**What to do:** Take from the records below each line that holds "Church".

**Exercise materials:**
■ ■ ■ ■ ■

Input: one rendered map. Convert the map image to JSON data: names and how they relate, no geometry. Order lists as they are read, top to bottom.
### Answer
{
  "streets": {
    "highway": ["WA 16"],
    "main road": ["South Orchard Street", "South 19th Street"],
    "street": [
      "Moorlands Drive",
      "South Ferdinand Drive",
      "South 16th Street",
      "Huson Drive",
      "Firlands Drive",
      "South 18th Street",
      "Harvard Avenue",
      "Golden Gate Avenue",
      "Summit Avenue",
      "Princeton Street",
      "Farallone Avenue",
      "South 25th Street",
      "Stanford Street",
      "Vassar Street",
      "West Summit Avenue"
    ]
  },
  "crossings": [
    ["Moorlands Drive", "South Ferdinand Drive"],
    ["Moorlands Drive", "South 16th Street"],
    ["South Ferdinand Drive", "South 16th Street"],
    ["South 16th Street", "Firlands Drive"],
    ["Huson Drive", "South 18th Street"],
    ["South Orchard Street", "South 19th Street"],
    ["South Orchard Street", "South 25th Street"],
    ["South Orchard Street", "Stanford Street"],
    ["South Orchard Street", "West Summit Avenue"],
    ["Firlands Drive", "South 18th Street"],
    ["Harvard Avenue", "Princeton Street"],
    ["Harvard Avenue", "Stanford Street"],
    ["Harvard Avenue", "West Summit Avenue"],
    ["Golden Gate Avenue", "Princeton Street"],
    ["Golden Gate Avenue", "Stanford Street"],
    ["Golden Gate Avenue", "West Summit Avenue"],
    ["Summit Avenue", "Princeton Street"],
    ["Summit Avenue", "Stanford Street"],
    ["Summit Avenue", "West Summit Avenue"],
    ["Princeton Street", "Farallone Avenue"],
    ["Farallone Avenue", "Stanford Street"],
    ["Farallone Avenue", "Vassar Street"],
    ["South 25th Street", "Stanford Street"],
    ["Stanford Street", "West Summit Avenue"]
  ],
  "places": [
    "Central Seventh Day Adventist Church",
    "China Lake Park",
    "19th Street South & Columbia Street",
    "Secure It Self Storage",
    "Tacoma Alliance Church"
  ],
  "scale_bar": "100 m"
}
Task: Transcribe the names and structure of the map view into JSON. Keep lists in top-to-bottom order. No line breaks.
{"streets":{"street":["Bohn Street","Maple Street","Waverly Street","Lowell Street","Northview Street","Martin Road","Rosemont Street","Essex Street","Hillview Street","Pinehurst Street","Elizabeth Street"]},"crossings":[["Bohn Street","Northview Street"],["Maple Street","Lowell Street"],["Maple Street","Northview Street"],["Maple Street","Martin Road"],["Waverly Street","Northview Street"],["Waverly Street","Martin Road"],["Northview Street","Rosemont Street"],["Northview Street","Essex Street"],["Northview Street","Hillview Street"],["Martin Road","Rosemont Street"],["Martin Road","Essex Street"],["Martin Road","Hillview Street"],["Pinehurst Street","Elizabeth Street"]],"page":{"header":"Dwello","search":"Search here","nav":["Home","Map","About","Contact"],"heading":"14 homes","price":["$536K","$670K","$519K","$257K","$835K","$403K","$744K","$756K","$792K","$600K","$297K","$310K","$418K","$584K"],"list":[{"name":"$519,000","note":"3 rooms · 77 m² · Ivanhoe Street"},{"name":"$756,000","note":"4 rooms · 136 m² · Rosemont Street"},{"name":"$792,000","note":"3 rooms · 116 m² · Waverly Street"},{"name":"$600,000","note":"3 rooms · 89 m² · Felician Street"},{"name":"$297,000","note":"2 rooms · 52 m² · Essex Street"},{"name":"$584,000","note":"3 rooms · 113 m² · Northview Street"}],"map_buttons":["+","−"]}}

■ ■ ■ ■ ■

**Task answer:**
    "Central Seventh Day Adventist Church",
    "Tacoma Alliance Church"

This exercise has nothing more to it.